These factors combine to increase the energy required to cause the water to evaporate, and therefore reduce the humidity above the sample at equilibrium. These factors can be grouped under two broad categories: osmotic and matrix effects. Due to varying degrees of osmotic and matrix interactions, water activity describes the continuum of energy states of the water in a system.

The water appears “bound” by forces to varying degrees. This is a continuum of energy states rather than a static “boundness”. Water activity is sometimes defined as “free”, “bound”, or “available water” in a system.

Although these terms are easier to conceptualize, they fail to adequately define all aspects of the concept of water activity. Water activity is very temperature dependent. Temperature changes water activity due to changes in water binding, dissociation of water, solubility of solutes in water, or the state of the matrix.

Although solubility of solutes can be a controlling factor, control is usually from the state of the matrix. Since the state of the matrix (e.g. glassy vs. rubbery state) is dependent on temperature, one should not be surprised that temperature affects the water activity of the food.

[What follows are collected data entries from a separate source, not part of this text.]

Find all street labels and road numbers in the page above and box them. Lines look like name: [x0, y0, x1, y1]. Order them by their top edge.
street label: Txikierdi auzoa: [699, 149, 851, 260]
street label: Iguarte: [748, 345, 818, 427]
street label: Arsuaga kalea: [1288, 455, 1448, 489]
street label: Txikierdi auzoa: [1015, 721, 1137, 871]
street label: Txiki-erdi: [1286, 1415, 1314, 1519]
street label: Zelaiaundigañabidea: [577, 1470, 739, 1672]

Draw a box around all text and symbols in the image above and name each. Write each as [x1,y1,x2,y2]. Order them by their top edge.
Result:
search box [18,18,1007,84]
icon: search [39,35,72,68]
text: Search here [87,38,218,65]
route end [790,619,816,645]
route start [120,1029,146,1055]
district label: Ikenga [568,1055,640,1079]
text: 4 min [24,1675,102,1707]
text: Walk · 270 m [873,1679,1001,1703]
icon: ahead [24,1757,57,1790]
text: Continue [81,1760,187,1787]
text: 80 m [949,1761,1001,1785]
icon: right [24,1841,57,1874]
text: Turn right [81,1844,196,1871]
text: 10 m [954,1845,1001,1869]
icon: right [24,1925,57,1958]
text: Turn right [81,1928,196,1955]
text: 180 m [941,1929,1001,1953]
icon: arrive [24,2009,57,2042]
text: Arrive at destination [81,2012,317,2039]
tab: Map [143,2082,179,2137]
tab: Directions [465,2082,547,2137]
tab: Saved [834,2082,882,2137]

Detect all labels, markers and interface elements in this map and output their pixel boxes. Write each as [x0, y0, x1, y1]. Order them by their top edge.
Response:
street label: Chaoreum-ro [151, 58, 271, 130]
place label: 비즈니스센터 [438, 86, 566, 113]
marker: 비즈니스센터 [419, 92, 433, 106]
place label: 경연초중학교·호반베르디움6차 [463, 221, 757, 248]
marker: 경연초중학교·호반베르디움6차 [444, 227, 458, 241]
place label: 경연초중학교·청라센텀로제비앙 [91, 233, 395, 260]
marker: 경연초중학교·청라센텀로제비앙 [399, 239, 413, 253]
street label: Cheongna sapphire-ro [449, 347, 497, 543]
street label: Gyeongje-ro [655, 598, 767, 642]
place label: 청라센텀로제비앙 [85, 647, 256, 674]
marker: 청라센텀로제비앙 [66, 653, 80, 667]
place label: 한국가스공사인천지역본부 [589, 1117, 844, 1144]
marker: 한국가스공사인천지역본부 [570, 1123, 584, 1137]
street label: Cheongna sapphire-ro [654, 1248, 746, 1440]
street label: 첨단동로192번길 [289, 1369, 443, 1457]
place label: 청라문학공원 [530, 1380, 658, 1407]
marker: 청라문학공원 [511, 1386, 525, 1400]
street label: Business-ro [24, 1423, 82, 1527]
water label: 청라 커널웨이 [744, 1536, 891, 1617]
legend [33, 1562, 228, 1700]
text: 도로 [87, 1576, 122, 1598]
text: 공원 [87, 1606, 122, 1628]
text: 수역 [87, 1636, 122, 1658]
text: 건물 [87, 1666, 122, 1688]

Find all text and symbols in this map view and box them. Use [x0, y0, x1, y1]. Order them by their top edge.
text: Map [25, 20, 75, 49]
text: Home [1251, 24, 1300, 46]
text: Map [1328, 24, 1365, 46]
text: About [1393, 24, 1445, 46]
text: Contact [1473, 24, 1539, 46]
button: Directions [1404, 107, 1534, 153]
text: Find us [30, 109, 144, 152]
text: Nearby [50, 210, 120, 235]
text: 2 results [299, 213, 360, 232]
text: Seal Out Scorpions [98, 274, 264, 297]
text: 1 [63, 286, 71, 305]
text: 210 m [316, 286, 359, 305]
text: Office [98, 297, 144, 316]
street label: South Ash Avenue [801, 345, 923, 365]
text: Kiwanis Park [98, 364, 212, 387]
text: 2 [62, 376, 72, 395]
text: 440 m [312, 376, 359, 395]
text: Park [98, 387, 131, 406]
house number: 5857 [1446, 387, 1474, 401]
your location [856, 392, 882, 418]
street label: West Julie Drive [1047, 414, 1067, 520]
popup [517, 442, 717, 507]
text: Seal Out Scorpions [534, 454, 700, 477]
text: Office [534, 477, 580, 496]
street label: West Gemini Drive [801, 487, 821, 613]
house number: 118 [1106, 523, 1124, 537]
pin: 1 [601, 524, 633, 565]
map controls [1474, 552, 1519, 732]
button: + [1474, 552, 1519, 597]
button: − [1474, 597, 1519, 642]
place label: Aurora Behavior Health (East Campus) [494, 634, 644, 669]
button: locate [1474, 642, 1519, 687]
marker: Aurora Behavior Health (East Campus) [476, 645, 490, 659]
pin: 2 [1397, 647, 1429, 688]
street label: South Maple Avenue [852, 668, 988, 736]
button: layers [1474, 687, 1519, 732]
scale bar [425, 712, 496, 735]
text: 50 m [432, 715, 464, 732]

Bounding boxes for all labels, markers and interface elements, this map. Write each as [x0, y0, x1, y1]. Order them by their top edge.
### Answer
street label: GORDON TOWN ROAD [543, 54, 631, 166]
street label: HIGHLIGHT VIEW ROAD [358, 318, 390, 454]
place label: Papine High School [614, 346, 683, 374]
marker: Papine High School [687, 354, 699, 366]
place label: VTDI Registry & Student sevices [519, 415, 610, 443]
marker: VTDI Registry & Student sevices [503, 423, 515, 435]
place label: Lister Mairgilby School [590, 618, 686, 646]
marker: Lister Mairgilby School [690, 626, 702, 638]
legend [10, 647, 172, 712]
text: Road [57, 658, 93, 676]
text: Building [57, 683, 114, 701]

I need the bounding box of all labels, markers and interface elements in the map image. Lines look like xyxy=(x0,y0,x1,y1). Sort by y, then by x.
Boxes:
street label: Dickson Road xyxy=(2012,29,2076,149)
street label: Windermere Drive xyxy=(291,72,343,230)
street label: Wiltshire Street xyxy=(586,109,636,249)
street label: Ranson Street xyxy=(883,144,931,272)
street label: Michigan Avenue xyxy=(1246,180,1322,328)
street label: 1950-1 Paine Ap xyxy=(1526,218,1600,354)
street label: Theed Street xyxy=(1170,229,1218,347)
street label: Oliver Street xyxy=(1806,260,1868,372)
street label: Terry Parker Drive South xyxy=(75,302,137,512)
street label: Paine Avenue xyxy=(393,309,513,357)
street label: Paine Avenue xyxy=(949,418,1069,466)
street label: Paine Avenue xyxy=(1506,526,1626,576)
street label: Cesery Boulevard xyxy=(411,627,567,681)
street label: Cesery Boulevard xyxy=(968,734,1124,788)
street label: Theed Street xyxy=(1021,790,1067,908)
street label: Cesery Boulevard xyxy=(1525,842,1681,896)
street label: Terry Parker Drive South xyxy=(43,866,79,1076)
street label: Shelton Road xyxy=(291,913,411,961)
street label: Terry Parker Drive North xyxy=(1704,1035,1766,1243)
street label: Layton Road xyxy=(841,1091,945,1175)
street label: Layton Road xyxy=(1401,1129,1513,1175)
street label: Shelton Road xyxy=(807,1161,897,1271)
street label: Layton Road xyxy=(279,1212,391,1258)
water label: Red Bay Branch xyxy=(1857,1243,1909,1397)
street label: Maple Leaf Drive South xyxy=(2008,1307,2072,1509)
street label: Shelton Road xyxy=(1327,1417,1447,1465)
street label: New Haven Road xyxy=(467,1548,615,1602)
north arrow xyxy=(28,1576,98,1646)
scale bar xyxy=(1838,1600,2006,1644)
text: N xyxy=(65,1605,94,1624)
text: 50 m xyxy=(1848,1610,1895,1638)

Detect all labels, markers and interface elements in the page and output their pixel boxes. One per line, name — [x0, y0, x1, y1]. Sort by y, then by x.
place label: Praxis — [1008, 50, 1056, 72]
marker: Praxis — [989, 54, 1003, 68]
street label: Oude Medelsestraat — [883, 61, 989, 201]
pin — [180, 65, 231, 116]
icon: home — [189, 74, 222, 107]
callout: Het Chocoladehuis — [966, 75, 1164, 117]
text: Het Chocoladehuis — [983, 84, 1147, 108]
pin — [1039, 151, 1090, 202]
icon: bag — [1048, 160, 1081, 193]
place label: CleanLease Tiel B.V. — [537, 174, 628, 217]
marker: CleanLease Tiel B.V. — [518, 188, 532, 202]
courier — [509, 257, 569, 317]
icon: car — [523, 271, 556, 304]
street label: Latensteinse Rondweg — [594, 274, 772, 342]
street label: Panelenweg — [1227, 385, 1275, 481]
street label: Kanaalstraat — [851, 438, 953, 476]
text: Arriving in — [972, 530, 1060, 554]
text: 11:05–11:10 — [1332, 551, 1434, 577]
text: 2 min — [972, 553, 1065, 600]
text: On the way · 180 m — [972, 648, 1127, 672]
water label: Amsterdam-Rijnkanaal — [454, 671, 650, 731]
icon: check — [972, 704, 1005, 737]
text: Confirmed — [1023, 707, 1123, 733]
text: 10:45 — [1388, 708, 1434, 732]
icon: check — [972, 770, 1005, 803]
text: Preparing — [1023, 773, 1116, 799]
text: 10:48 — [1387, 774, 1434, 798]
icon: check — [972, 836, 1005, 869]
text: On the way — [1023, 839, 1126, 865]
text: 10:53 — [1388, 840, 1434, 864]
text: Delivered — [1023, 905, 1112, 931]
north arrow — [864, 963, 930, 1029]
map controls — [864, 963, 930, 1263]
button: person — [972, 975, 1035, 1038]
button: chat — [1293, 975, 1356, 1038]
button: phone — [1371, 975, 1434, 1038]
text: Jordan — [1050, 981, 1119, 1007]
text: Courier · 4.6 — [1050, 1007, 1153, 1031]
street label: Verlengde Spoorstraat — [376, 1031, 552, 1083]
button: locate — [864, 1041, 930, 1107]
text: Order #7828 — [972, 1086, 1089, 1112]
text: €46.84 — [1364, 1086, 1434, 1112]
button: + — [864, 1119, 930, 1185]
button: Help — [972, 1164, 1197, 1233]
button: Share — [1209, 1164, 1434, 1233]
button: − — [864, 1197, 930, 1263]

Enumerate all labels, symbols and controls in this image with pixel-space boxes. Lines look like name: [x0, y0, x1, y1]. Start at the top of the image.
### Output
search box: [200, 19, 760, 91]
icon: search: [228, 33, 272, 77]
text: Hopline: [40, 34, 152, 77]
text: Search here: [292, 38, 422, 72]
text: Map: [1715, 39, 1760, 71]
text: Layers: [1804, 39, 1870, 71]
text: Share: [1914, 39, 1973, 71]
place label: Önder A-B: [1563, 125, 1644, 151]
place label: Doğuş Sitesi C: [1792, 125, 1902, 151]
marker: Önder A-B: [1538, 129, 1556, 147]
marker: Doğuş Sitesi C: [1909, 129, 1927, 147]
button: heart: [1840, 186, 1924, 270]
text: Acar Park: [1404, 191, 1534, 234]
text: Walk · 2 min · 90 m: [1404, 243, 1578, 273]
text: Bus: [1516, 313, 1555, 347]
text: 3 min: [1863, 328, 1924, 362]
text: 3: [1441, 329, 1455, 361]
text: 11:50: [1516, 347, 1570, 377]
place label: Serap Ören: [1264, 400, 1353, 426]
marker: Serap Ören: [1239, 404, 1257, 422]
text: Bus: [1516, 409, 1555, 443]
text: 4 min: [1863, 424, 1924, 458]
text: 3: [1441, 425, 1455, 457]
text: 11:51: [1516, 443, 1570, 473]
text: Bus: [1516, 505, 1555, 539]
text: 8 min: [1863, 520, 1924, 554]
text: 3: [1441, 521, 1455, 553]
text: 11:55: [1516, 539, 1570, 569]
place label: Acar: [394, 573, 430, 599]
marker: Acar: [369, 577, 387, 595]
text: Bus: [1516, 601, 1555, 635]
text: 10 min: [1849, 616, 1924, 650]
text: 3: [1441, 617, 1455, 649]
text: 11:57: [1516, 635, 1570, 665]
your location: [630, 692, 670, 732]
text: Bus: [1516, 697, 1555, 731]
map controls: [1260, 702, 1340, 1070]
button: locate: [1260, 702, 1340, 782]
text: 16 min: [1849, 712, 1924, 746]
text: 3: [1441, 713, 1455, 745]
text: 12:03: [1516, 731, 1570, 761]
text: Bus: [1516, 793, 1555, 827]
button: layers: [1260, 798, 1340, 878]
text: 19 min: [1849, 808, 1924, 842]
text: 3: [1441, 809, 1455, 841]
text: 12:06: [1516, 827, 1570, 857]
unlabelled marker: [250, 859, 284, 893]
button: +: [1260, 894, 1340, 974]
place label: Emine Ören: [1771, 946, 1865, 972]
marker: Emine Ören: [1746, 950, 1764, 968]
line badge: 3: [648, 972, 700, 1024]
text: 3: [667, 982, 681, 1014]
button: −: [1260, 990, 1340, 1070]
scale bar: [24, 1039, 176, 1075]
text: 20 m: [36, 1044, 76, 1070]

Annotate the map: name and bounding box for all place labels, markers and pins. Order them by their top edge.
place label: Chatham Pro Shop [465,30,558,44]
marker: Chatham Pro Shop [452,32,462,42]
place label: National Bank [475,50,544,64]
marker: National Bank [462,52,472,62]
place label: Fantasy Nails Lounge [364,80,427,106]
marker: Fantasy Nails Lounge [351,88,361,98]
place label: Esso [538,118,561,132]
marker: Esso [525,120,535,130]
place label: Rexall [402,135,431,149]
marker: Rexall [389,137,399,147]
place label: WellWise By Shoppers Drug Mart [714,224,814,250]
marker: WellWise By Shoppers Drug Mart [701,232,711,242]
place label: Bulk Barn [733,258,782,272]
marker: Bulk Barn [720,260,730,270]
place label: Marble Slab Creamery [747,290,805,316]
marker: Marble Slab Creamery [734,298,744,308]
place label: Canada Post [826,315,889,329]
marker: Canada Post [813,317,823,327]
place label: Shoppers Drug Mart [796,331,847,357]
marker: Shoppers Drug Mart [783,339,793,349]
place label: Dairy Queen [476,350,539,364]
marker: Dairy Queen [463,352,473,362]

The temperature dependence of water activity varies between substances. Some substances have increased water activity with increasing temperature, while others show a decrease with increasing temperature. Most high moisture foods have negligible change with temperature.

One can therefore not predict even the direction of the change of water activity with temperature, since it depends on how temperature affects the factors that control water activity in the substance.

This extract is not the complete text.